Le secteur en quelques chiffres
L'agriculture française traverse une période de transformation profonde. Le nombre d'exploitations diminue mais leur taille augmente. La moyenne d'âge des agriculteurs est élevée (53 ans en 2023), ce qui signifie qu'une transmission massive d'exploitations est attendue dans les prochaines années. C'est à la fois un défi et une opportunité pour les personnes qui souhaitent s'installer.
Les métiers de l'environnement (gestion de l'eau, biodiversité, énergies renouvelables, conseil en transition écologique) connaissent une croissance soutenue. La réglementation européenne, les exigences des entreprises en matière de bilan carbone et les politiques publiques de transition génèrent des recrutements dans des profils jusqu'alors rares. Un technicien en énergie renouvelable ou un chargé de mission environnement dans une collectivité locale était un profil exotique il y a dix ans. Ce n'est plus le cas.
Les principaux métiers
Les fiches détaillées de ce secteur seront publiées prochainement. En attendant, voici les profils les plus demandés et leurs caractéristiques principales.
| Métier | Niveau requis | Salaire net moyen | Statut fréquent |
|---|---|---|---|
| Agriculteur / exploitant | BEPA à Bac+2 | Variable (revenu d'exploitation) | Chef d'exploitation |
| Technicien agricole | Bac+2 à Bac+3 | 1 800 - 2 800 €/mois | Salarié (coopératives, chambres d'agriculture) |
| Paysagiste | CAP à Bac+3 | 1 600 - 2 800 €/mois | Salarié ou artisan |
| Garde forestier / agent ONF | Bac+2 à Bac+3 | 1 700 - 2 600 €/mois | Fonctionnaire (ONF, collectivités) |
| Chargé de mission environnement | Bac+3 à Bac+5 | 2 000 - 3 800 €/mois | Salarié (collectivités, bureaux d'études) |
Les formations pour travailler dans ce secteur
L'enseignement agricole français dispose d'un réseau de lycées agricoles et de centres de formation agricole (CFPPA) présent dans toute la France. Du BEPA (équivalent CAP agricole) au BTS agricole en passant par le BTSA, les parcours sont variés et très souvent disponibles en alternance.
Pour les métiers de l'environnement, les licences professionnelles et masters en génie de l'environnement, écologie ou développement durable ouvrent des postes dans les bureaux d'études, les collectivités et les entreprises certifiées ISO 14001. La transition écologique crée des besoins qui ne cessent de croître.

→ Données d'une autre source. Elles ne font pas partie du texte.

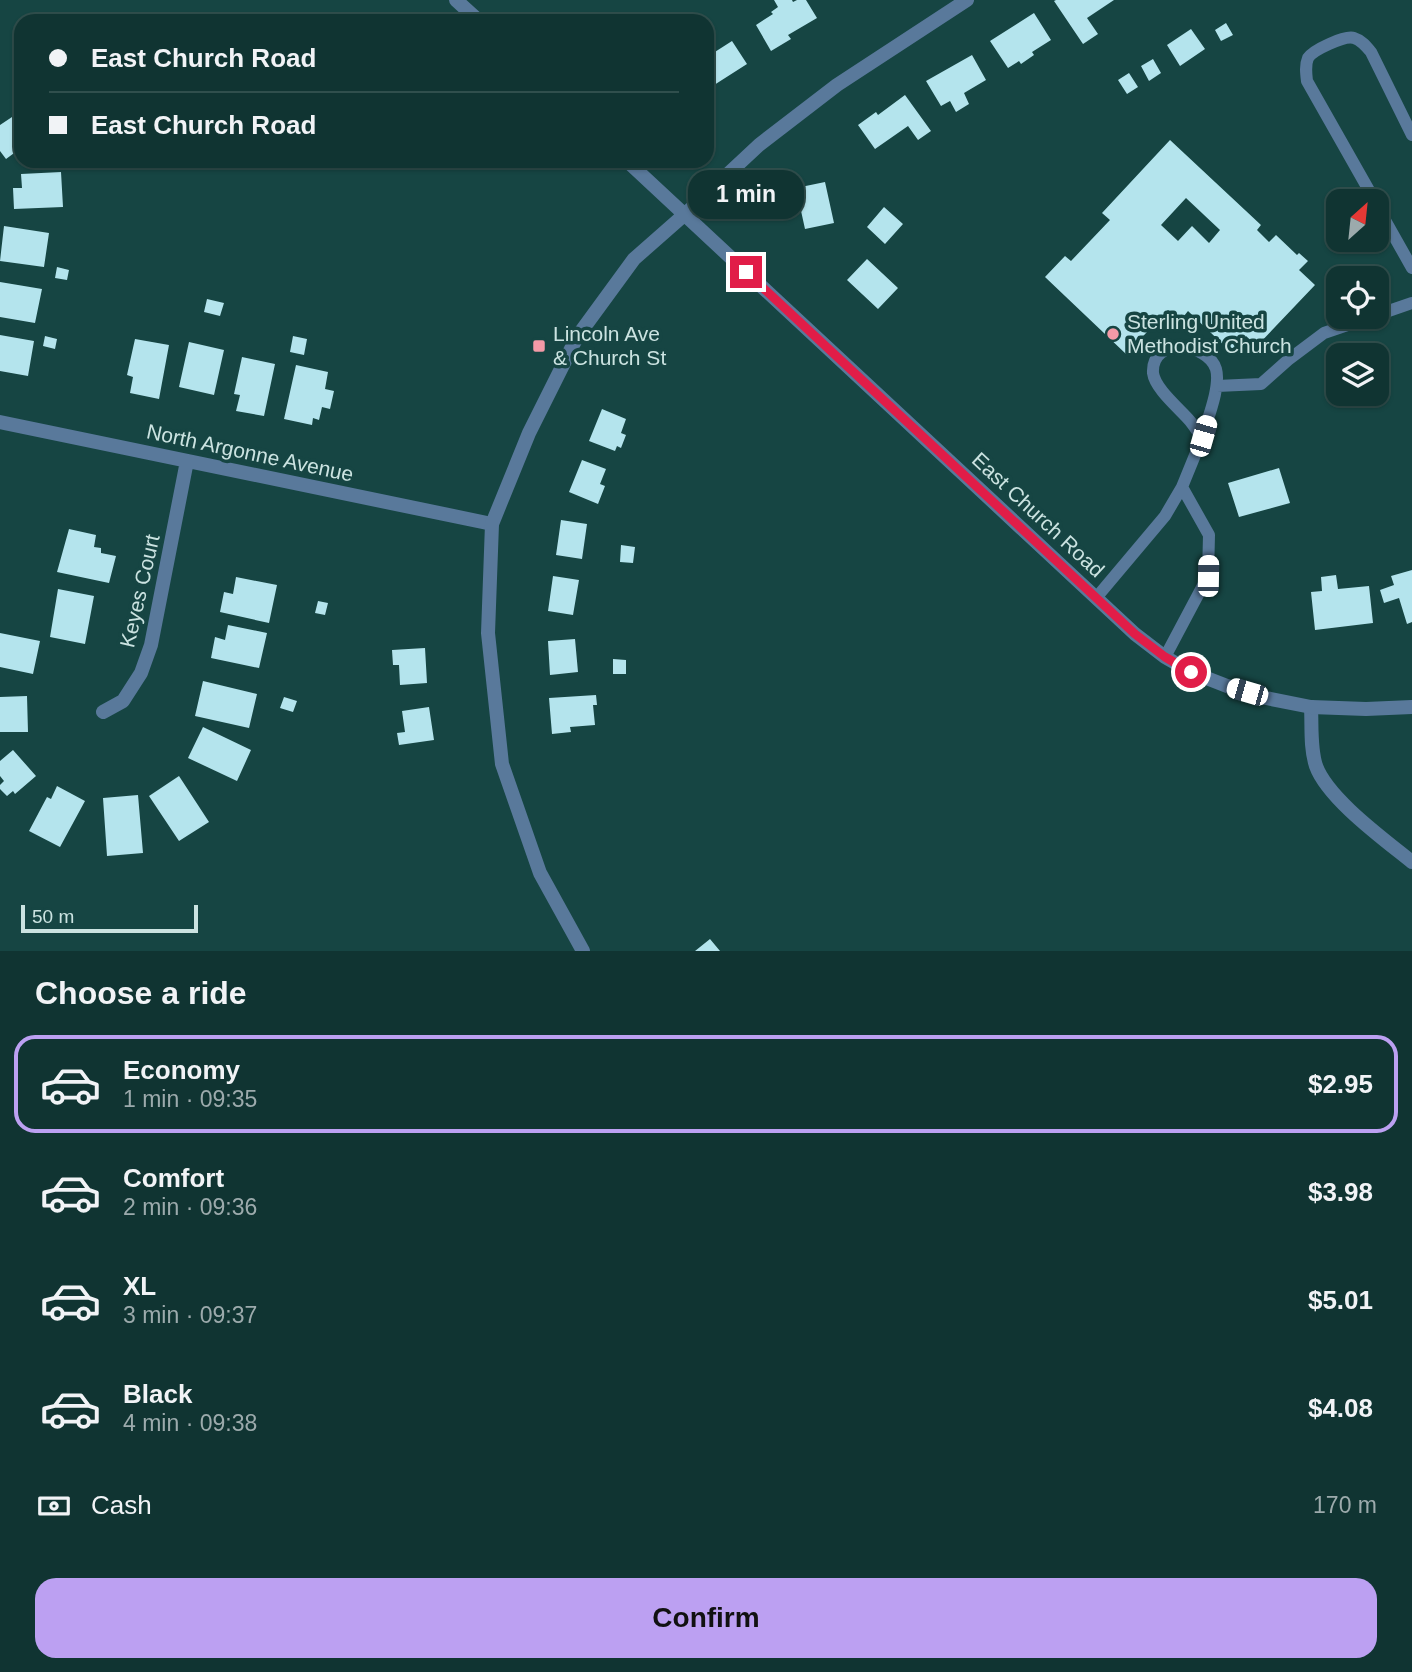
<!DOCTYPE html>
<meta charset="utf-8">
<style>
:root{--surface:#103432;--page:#193c3a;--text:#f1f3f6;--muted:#9caaac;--line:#304f4d;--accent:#bca0f2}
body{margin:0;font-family:Arial,sans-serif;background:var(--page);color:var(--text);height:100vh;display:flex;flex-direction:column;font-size:26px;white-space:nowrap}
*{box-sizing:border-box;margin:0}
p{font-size:23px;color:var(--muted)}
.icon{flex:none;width:38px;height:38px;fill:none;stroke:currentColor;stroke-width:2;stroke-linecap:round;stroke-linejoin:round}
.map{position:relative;height:951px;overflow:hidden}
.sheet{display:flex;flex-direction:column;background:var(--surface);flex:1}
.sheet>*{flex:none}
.banner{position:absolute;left:14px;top:14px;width:700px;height:154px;border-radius:21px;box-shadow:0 2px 5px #0004,0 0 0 2px var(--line);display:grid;align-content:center;height:154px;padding:0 35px;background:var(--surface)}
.needle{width:46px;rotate:27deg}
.controls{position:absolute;left:1326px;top:189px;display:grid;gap:14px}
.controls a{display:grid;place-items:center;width:63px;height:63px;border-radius:14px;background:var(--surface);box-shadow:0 2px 5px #0004,0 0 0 2px var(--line);font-size:35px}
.scale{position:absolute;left:21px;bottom:18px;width:177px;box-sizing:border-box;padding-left:7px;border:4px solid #cbe3e1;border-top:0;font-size:19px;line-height:24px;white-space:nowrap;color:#cbe3e1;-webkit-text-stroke:5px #164543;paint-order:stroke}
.end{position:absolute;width:32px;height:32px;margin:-16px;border:9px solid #e11d48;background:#fff;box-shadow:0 0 0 4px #fff}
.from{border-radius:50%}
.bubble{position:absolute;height:49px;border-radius:21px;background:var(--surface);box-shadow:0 2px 5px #0004,0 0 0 2px var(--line);font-size:23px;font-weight:700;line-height:49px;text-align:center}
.car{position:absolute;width:21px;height:42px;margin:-21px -10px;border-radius:9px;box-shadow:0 0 5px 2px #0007;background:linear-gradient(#fff 24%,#345 0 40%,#fff 0 76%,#345 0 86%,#fff 0)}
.banner b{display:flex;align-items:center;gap:24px;height:66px;font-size:26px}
.banner b+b{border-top:2px solid var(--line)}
.banner i{width:18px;height:18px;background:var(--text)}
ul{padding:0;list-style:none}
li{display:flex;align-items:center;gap:21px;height:98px;margin:0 14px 10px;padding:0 21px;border:4px solid transparent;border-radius:21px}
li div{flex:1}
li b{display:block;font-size:26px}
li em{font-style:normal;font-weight:700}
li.on{border-color:var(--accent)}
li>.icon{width:63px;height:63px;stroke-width:1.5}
h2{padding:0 35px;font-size:32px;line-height:84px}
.pay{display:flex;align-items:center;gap:18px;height:77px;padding:0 35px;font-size:26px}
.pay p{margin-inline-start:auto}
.cta{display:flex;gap:14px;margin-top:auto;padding:14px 35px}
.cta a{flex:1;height:80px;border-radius:21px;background:var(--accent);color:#111;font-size:28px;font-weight:700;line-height:80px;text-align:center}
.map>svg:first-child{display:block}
.building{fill:#b4e4ed;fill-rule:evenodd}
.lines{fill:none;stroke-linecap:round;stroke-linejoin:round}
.service{stroke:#59799b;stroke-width:12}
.minor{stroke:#59799b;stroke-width:14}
.tertiary{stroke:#59799b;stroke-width:14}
.route{stroke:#e11d48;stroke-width:9}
.poi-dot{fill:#f39aa7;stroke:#164543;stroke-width:2.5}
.labels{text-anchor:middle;stroke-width:7;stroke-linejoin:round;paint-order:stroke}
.poi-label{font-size:21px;fill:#cbe3e1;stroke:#164543;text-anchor:start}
.street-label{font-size:21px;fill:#cbe3e1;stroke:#164543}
</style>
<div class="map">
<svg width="1412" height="951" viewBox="0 0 1412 951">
<rect width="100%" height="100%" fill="#164543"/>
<!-- building -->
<path class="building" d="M774 0H792L793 2 797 0H806L817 18 788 35 791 39 771 51 756 25 773 14 771 12 778 7Z
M1056 0H1114L1087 18 1098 34 1083 44 1054 1Z
M1034 13 1051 40 1032 52 1034 55 1021 64 1019 61 1008 68 990 41Z
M1226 23 1233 35 1221 41 1215 30Z
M1191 29 1205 49 1180 66 1167 45Z
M732 41 747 64 711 87 707 81V57Z
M972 55 986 80 964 93 969 104 956 112 950 101 941 106 926 81Z
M1153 59 1161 73 1149 81 1141 66Z
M1129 73 1138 87 1127 94 1118 80Z
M905 95 931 131 918 140 908 126 875 149 858 125 876 112 878 115Z
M21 111V148L6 159 0 151V125Z
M1170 140 1261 225 1257 230 1269 242 1276 235 1297 255 1299 253 1308 261 1299 270 1315 285 1257 346 1246 336 1231 352 1188 311 1180 321 1168 310 1126 354 1045 277 1065 256 1071 261 1110 220 1102 213ZM1186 198 1220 230 1209 243 1192 226 1178 241 1161 225Z
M61 172 63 207 14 209 13 188H22L21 174Z
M825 182 834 223 805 229 796 188Z
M884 207 903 224 885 244 867 227Z
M4 226 49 233 44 267 0 261Z
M867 259 898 288 878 309 847 280Z
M57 267 69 270 67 280 55 278Z
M0 282 42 289 35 323 0 317Z
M207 299 224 303 220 316 204 312Z
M0 335 34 341 28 376 0 371Z
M45 336 57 339 55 349 43 346Z
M293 336 307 339 304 355 290 352Z
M135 339 169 345 159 399 130 393 133 377 127 375Z
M189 342 224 350 214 395 179 387Z
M242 357 275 364 264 416 236 411 240 395 234 394Z
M296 365 328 372 325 389 334 391 330 409 322 407 319 420 313 418 312 425 284 419Z
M602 409 626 419 621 433 626 435 621 448 617 446 615 451 589 441Z
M582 460 606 469 600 484 605 486 598 504 569 492Z
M1279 468 1290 503 1239 517 1228 483Z
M561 520 587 524 582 559 556 555Z
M69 529 96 535 94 547 101 548V553L116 556 109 583 57 572Z
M621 545 635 547 633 563 620 562Z
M1412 570V622L1407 624 1399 598 1384 603 1380 590 1394 585 1391 576Z
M1336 575 1338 589 1369 586 1373 623 1315 630 1311 592 1322 591 1321 577Z
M553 576 579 580 573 615 548 611Z
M236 577 277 585 269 623 220 612 224 592 233 594Z
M58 589 94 596 85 644 50 637Z
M318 601 328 603 325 615 315 613Z
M228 625 267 633 259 668 211 658 215 637 225 640Z
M0 633 40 641 33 674 0 667Z
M575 639 578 672 550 675 548 641Z
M425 648 427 683 400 685 399 665H393L392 650Z
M613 659 626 660V674H613Z
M203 681 257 694 249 728 195 716Z
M596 695 597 705H593L595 725 570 727 571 732 552 734 549 698Z
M27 696 28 732H0V697Z
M284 697 297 701 293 712 280 708Z
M429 707 434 740 399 745 397 733 405 732 402 711Z
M203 727 251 750 237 781 188 758Z
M13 750 36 776 15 794 13 791 7 796 0 789V785L4 781 0 776V761Z
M179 776 209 822 179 841 149 796Z
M57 786 85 801 60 847 29 831 47 797 51 799Z
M138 795 143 853 107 856 103 798Z
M710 939 720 951H695Z"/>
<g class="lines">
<!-- service -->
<path class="service" d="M1375 201 1307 81C1306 73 1305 65 1308 58 1313 50 1345 35 1354 38 1361 40 1366 46 1371 52L1412 135
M1377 206 1412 268
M1377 315 1412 303
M1217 386 1261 384 1288 360 1324 333 1371 317
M1096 598 1165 516 1182 487 1202 438C1198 432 1194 426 1190 421 1180 409 1155 389 1153 373 1151 336 1208 343 1216 369 1221 387 1207 420 1202 438
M1165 657 1208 576 1209 535 1182 487"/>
<!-- minor -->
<path class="minor" d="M684 215 759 145 837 85 967 0
M0 422 492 524
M1311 707C1312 726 1310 748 1316 766 1328 799 1385 840 1412 862
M103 712 123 701 141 673 151 645 187 461"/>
<!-- tertiary -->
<path class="tertiary" d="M456 0 479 21
M627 161 1135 634 1165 657 1191 672 1227 686 1266 698 1311 707 1366 709 1412 707
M583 951 540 873 502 764 488 633 492 524 529 433 577 337 634 259 684 215"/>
</g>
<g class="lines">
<!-- route -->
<path class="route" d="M746 272 1135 634 1165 657 1191 672"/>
</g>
<!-- markers -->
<g class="poi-dot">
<circle cx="1113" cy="334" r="7"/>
<rect x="532" y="339" width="14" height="14" rx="3.5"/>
</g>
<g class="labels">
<!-- poi labels -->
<g class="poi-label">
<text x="1127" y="329">Sterling United<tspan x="1127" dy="24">Methodist Church</tspan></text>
<text x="553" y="341">Lincoln Ave<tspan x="553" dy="24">&amp; Church St</tspan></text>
</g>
<!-- street labels -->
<g class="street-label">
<text transform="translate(250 453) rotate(12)" y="7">North Argonne Avenue</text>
<text transform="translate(1038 515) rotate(43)" y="7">East Church Road</text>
<text transform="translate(140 591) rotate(-77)" y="7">Keyes Court</text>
</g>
</g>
</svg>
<div class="controls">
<a><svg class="needle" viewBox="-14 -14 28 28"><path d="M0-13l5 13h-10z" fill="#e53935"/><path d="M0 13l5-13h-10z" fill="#9caaac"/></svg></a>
<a><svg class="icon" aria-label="locate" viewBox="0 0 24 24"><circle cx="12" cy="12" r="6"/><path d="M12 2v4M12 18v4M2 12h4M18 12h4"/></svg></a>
<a><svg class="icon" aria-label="layers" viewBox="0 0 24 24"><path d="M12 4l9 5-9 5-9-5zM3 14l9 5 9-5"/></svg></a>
</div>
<div class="scale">50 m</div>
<i class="end from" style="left:1191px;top:672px"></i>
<i class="end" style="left:746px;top:272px"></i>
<div class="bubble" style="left:688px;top:170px;width:116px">1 min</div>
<i class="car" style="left:1203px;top:436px;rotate:16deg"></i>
<i class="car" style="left:1208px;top:576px;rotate:1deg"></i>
<i class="car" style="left:1247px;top:692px;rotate:286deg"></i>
<div class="banner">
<b><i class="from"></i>East Church Road</b>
<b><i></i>East Church Road</b>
</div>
</div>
<section class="sheet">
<h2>Choose a ride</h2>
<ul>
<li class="on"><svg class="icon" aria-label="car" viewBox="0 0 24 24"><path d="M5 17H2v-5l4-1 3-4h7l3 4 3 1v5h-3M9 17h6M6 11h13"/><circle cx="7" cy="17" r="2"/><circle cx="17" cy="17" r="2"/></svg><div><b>Economy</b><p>1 min · 09:35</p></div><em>$2.95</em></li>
<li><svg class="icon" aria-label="car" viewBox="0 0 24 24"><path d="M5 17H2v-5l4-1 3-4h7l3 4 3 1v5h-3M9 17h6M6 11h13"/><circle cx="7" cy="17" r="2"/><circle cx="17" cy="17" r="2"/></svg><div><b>Comfort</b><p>2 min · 09:36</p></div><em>$3.98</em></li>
<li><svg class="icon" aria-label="car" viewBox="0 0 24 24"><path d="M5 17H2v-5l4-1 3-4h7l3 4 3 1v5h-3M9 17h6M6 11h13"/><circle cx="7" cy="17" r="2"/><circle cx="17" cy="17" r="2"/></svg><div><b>XL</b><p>3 min · 09:37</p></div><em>$5.01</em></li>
<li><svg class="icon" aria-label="car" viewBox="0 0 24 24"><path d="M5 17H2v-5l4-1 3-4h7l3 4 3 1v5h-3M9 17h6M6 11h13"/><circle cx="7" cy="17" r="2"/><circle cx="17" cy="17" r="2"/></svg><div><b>Black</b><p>4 min · 09:38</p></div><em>$4.08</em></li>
</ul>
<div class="pay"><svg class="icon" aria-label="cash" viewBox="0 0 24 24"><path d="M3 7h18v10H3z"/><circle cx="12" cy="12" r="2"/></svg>Cash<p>170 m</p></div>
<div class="cta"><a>Confirm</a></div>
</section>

Les personnes souhaitant s'installer comme agriculteur doivent obligatoirement suivre un parcours à l'installation (PAI) pour bénéficier des aides de l'État (DJA, Dotation Jeune Agriculteur). Les chambres d'agriculture accompagnent les porteurs de projet, y compris ceux qui viennent d'autres secteurs.
Se reconvertir vers l'agriculture et l'environnement
C'est l'une des reconversions les plus radicales mais aussi parmi les plus racontées. Chaque année, des milliers de personnes quittent des carrières urbaines pour s'installer en agriculture. La réalité est plus difficile que l'imaginaire : les revenus des petites exploitations sont souvent faibles les premières années, les aides à l'installation ont des conditions strictes, et la charge de travail est considérable.
Cela dit, pour les profils qui ont réellement pesé ces points, les dispositifs d'accompagnement existent et les opportunités de reprise d'exploitation sont nombreuses avec le départ en retraite de nombreux agriculteurs. Un stage de 6 mois en BPREA (Brevet Professionnel Responsable d'Exploitation Agricole) est souvent la voie la plus directe pour valider son projet.
La DJA (Dotation Jeunes Agriculteurs) peut atteindre 70 000 euros pour les installations en zone défavorisée. Elle est conditionnée à une capacité professionnelle agricole (CPA) et à un plan d'installation validé. Les chambres d'agriculture de votre département sont le premier contact à prendre pour un projet d'installation.